When a line of the records below contains the string "block", copy that whole line.

===== Material provided =====

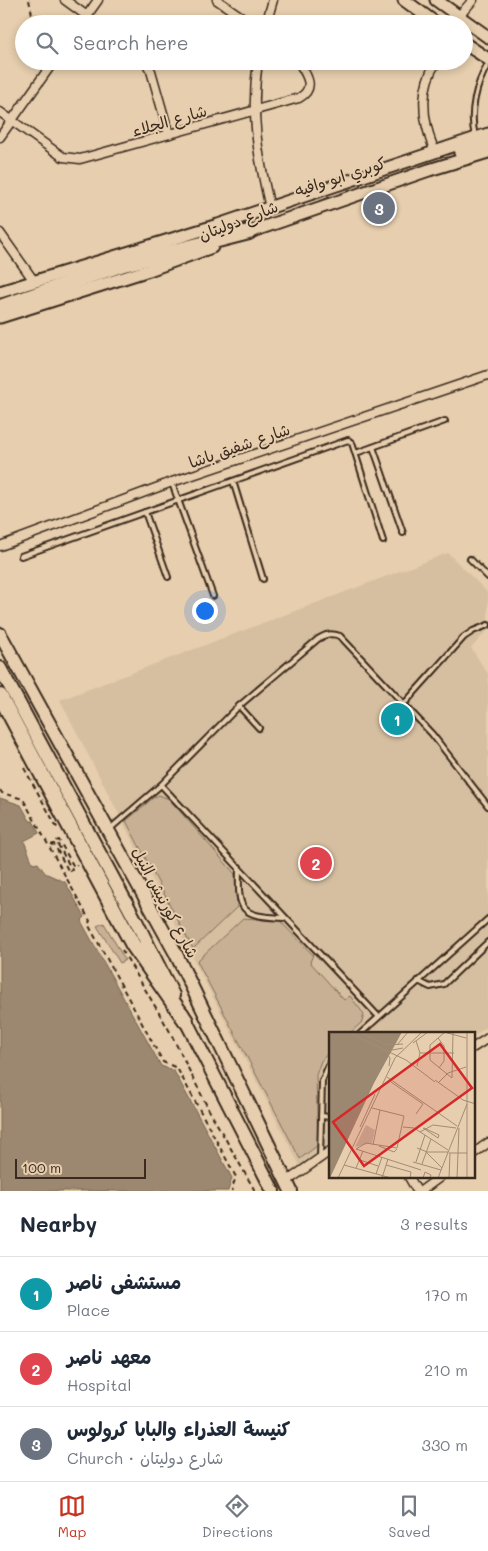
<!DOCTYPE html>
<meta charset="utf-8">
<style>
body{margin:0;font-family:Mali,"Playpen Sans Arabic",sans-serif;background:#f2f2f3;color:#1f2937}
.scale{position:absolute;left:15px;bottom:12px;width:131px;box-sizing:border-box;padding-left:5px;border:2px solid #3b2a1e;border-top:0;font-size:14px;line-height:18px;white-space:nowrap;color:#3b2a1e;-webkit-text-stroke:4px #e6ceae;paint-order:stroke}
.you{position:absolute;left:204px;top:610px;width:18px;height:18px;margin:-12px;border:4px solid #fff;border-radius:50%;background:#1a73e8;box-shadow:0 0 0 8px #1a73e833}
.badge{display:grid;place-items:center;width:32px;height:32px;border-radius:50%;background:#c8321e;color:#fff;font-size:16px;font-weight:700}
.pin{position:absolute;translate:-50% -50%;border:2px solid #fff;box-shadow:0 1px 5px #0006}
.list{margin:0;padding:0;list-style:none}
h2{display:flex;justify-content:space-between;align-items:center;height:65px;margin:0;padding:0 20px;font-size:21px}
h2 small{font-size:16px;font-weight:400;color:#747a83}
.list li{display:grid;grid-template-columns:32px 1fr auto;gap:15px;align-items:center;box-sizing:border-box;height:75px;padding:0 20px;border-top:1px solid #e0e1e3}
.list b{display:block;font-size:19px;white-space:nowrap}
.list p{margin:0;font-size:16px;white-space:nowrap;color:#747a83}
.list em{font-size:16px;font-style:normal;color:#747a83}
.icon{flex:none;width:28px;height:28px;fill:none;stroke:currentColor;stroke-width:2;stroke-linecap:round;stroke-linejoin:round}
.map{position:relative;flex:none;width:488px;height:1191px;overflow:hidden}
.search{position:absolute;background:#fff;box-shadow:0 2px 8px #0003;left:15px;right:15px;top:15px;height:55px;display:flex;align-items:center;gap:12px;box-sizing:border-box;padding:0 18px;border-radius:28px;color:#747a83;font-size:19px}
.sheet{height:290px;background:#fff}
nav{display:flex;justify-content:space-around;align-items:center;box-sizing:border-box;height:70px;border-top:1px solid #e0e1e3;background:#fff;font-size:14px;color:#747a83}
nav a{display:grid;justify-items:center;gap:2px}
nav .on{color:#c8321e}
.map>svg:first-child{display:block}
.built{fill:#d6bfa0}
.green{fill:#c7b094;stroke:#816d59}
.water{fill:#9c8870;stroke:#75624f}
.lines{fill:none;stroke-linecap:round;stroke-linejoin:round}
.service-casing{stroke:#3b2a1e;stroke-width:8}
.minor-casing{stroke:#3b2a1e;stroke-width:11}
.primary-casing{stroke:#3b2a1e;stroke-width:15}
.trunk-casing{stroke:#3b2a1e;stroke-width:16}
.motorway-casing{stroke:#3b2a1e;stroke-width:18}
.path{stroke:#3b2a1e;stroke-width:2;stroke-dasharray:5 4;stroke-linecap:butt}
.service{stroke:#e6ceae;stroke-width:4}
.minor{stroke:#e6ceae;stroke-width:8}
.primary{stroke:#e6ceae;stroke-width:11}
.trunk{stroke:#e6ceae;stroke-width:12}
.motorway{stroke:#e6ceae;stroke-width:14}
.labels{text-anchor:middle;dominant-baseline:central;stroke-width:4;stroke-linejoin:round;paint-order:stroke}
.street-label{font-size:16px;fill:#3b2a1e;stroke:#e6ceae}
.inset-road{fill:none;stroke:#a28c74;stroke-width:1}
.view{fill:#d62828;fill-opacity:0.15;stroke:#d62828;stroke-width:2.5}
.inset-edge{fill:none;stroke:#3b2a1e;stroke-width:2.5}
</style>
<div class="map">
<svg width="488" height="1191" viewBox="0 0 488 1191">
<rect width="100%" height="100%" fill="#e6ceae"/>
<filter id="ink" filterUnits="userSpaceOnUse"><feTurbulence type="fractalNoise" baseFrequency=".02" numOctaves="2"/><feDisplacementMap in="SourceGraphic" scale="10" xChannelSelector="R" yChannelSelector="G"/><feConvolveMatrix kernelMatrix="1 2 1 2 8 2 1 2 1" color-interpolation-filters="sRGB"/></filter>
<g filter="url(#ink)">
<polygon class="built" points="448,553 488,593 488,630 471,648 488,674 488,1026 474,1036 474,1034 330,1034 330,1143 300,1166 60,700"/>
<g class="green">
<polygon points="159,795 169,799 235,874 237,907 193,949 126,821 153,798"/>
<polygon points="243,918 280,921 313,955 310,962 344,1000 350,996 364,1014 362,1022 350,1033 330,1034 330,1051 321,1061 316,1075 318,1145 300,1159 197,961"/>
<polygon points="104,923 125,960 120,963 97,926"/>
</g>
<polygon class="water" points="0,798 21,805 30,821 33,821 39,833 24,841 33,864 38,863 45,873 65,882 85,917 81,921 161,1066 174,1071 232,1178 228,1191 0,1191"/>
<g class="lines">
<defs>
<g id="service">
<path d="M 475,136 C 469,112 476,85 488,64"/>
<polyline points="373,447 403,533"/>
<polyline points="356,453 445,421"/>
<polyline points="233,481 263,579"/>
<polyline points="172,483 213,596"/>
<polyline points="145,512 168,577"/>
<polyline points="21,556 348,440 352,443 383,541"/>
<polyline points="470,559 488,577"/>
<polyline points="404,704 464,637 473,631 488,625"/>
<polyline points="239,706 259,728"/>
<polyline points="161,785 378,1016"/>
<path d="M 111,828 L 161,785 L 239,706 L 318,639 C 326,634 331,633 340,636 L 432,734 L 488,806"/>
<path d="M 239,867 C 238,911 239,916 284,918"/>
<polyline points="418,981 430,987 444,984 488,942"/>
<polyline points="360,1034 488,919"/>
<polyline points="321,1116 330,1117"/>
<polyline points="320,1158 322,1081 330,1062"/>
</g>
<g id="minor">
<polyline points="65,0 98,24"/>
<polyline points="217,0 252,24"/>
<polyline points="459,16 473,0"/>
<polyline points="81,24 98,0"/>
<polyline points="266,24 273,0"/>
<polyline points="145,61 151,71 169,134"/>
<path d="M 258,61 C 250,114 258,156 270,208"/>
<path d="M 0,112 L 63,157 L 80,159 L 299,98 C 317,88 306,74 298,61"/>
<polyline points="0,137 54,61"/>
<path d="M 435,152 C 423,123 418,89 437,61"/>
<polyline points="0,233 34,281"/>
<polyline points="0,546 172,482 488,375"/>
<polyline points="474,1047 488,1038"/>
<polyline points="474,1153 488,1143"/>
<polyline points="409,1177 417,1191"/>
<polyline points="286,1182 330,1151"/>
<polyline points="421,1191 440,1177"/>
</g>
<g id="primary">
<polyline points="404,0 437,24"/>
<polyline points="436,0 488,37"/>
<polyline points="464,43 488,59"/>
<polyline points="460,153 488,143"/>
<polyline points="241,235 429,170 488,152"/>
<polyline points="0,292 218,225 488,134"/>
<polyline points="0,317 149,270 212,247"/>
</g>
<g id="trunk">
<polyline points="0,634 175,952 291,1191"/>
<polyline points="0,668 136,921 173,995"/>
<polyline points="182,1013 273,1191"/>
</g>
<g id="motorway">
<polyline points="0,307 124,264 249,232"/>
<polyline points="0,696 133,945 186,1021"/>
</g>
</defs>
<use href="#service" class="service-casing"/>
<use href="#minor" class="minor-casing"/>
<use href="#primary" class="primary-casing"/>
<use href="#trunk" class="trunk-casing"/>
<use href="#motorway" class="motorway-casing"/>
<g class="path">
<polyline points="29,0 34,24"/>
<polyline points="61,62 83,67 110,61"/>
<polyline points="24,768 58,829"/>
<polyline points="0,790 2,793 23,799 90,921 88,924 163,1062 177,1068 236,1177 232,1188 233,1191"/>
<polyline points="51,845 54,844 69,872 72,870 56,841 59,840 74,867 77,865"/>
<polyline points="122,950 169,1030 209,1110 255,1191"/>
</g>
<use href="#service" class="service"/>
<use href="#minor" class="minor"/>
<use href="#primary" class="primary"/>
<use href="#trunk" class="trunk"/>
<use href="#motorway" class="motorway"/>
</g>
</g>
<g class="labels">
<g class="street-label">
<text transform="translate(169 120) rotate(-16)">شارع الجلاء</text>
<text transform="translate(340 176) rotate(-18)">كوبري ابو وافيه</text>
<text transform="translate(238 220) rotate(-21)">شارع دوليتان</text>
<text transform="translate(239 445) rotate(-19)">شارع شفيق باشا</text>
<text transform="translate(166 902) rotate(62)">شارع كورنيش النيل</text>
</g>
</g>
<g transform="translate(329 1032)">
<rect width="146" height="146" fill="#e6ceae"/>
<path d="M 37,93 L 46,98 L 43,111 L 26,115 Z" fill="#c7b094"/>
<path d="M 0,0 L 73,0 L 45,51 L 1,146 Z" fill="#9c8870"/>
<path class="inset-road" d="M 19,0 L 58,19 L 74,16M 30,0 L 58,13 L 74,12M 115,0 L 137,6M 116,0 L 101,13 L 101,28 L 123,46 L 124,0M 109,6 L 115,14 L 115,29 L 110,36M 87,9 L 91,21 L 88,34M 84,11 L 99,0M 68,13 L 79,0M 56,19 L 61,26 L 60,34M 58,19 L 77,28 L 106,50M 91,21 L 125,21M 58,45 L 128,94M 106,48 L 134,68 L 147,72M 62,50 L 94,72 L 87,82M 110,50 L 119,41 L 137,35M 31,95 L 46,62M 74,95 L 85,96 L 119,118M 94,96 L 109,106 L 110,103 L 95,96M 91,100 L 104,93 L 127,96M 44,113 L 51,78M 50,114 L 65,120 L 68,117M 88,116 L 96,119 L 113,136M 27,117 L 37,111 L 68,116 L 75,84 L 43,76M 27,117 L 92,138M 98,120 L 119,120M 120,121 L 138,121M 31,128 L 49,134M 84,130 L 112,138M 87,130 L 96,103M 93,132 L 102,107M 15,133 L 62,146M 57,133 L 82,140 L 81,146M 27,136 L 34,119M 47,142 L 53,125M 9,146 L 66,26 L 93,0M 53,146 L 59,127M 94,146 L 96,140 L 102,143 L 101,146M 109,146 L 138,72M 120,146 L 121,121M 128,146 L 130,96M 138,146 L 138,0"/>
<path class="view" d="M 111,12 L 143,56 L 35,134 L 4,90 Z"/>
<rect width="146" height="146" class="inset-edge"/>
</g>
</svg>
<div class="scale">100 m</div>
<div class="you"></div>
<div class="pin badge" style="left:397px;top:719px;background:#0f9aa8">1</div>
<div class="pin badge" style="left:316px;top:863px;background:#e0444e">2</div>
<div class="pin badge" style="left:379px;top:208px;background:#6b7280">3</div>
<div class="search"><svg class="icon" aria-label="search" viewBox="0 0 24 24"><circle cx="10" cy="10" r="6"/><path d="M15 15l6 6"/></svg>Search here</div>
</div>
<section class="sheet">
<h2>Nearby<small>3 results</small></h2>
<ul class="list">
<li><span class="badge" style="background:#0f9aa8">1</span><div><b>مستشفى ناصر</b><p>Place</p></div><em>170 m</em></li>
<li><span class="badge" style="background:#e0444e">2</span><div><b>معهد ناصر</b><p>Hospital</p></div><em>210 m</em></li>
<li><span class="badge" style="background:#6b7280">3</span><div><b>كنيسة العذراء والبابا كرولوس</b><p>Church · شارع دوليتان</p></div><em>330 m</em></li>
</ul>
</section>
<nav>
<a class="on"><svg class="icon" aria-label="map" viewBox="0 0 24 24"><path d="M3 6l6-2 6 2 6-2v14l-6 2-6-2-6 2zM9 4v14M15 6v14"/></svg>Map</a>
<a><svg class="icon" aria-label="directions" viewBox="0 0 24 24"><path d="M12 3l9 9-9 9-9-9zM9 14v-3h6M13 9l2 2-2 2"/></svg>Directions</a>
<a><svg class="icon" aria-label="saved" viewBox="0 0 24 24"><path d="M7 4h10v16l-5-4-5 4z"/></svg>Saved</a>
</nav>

=====

• **Response area**
.list b{display:block;font-size:19px;white-space:nowrap}
.map>svg:first-child{display:block}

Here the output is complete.